* _Work order_: Pull every line that includes the word "screen" from the data.

* _Exercise data_:
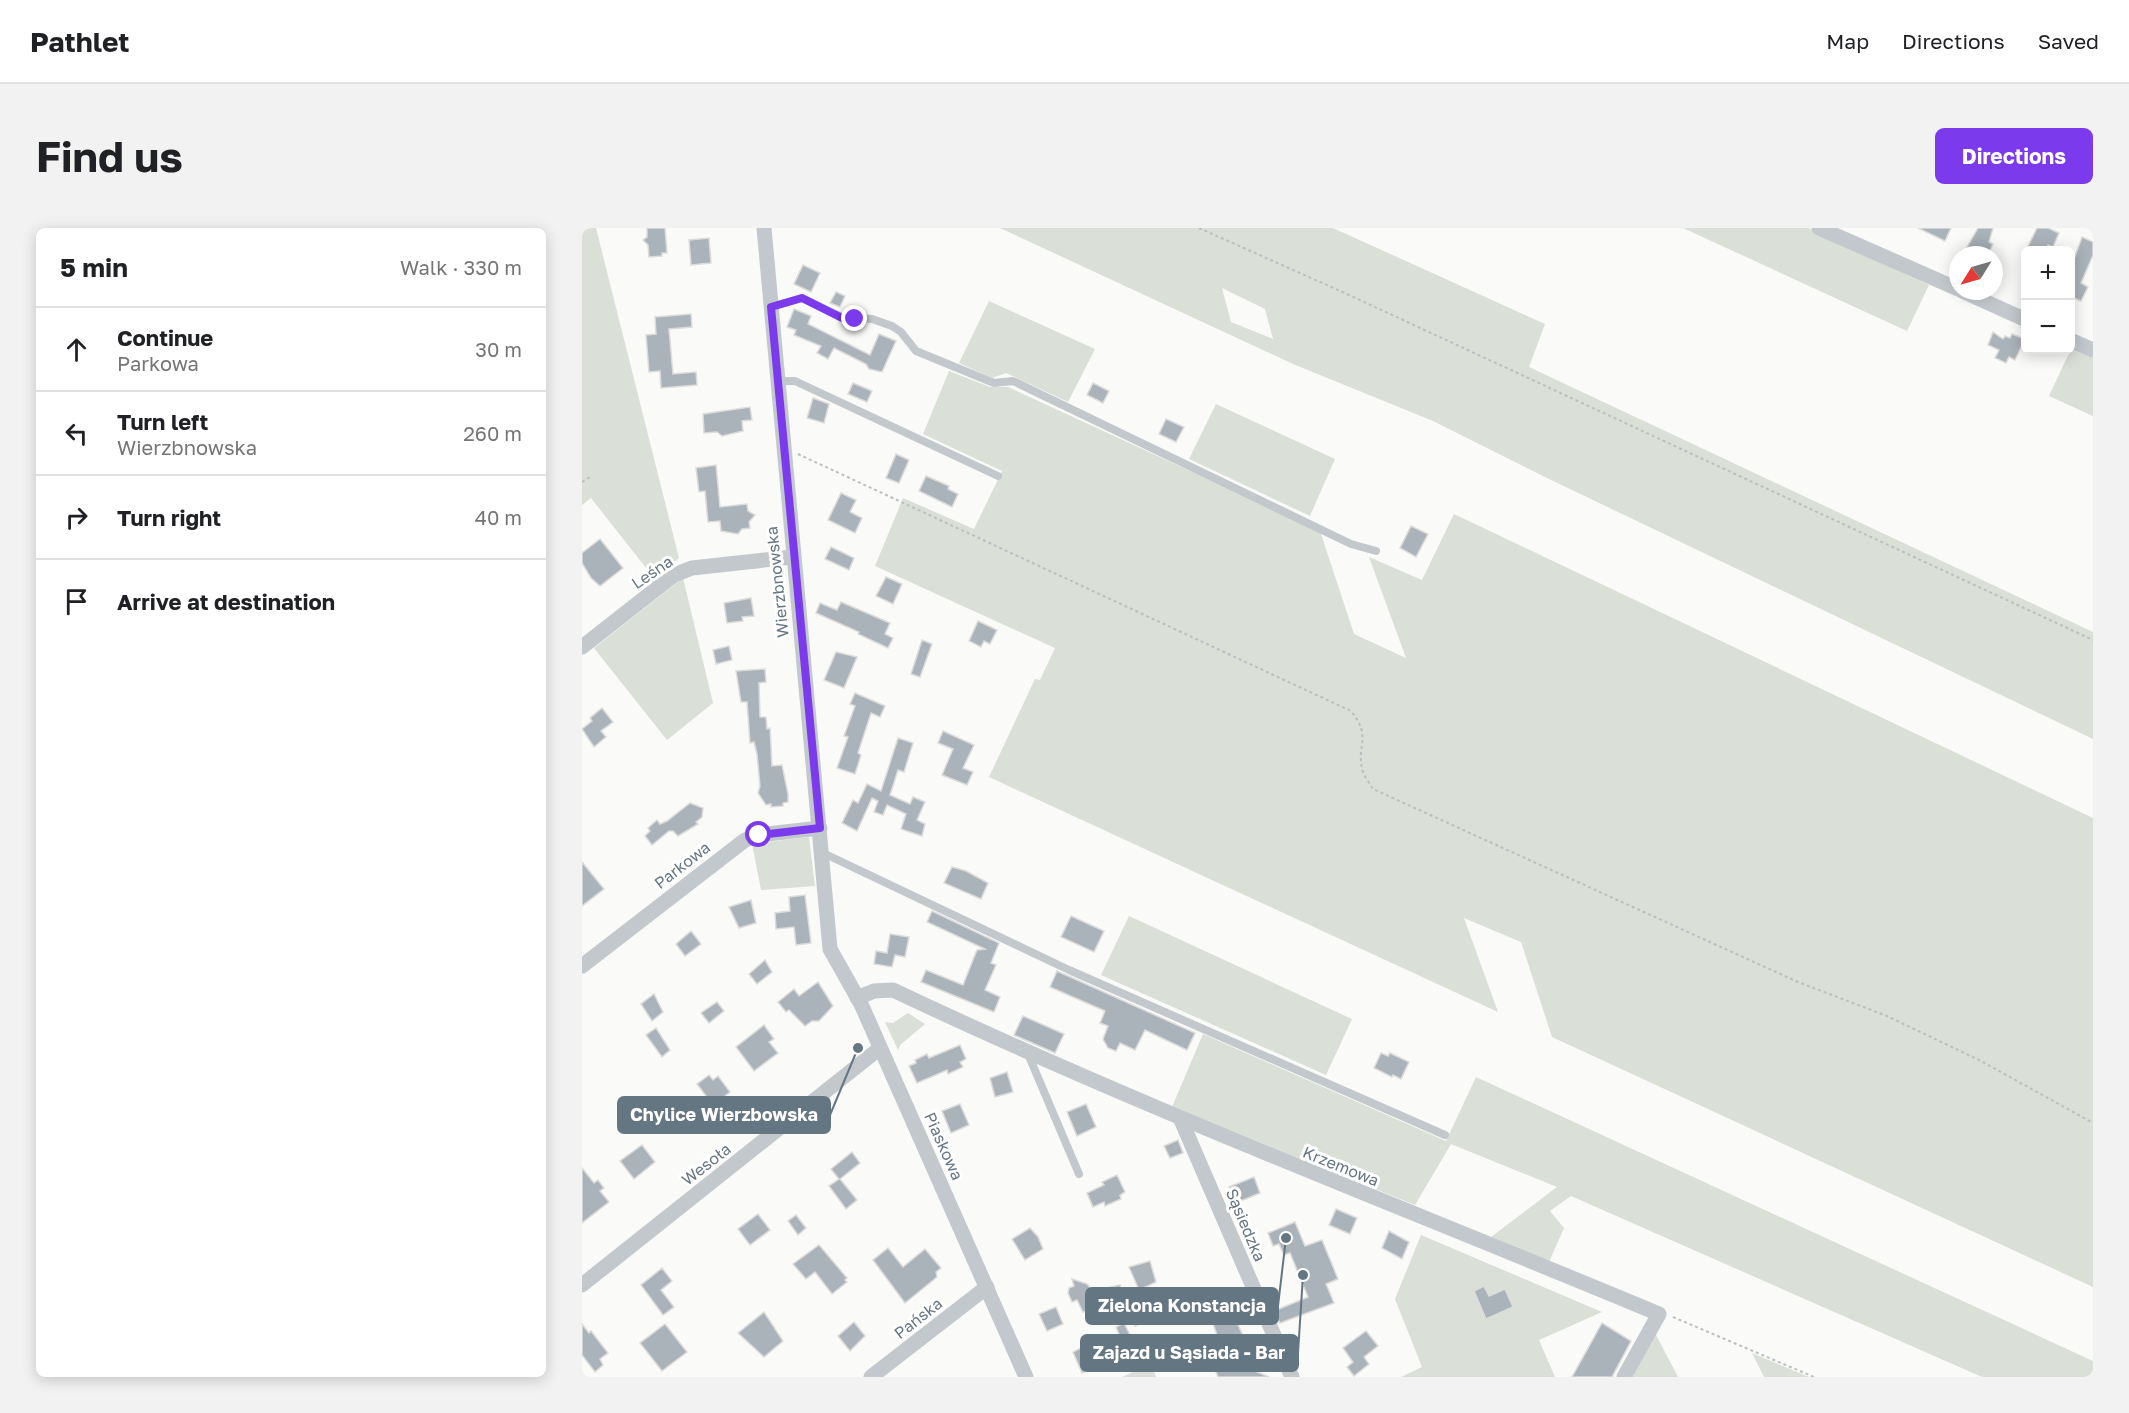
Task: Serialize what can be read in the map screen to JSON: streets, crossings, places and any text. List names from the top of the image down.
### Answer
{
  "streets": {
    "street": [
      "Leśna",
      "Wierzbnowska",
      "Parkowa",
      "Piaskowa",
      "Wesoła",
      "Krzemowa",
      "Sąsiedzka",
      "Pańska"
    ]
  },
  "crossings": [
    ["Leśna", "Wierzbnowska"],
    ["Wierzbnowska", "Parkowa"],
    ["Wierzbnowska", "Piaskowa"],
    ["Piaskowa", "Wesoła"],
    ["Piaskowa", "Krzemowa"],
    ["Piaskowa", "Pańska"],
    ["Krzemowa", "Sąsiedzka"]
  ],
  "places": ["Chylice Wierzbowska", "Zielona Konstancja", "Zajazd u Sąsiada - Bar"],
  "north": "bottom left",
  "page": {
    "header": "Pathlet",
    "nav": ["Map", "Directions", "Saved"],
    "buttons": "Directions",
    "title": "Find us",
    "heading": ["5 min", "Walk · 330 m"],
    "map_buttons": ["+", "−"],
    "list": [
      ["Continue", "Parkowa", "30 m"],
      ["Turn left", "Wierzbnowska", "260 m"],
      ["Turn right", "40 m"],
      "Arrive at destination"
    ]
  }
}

...

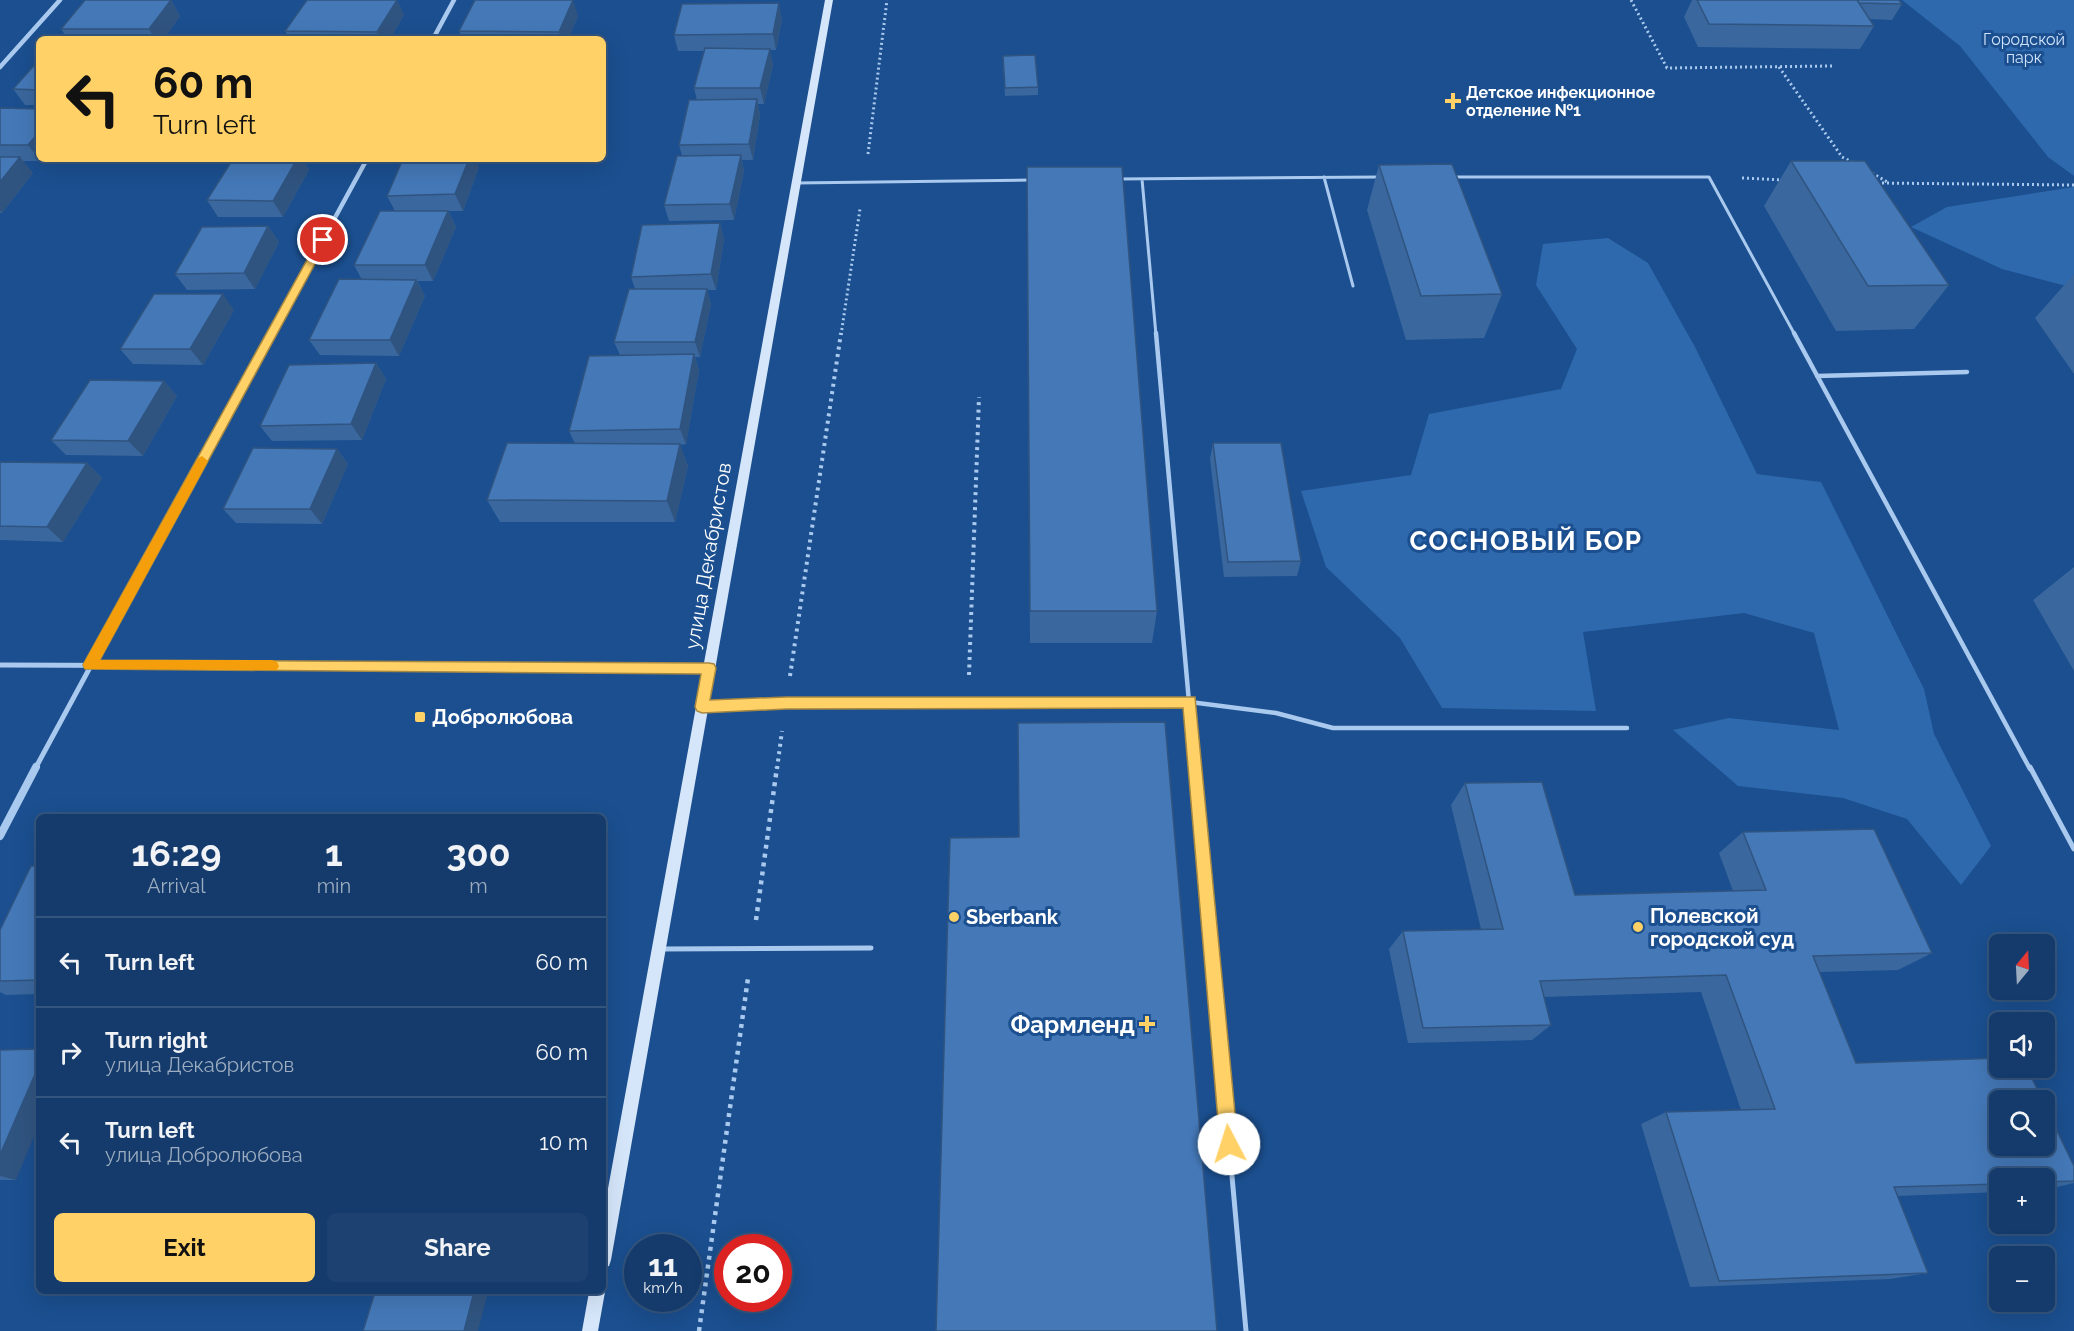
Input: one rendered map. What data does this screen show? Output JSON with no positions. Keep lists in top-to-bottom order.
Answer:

* _Expected answer_:
Task: Serialize what can be read in the map screen to JSON: streets, crossings, places and any text. List names from the top of the image down.
Input: one rendered map. What data does this screen show? Output JSON with no positions. Keep lists in top-to-bottom order.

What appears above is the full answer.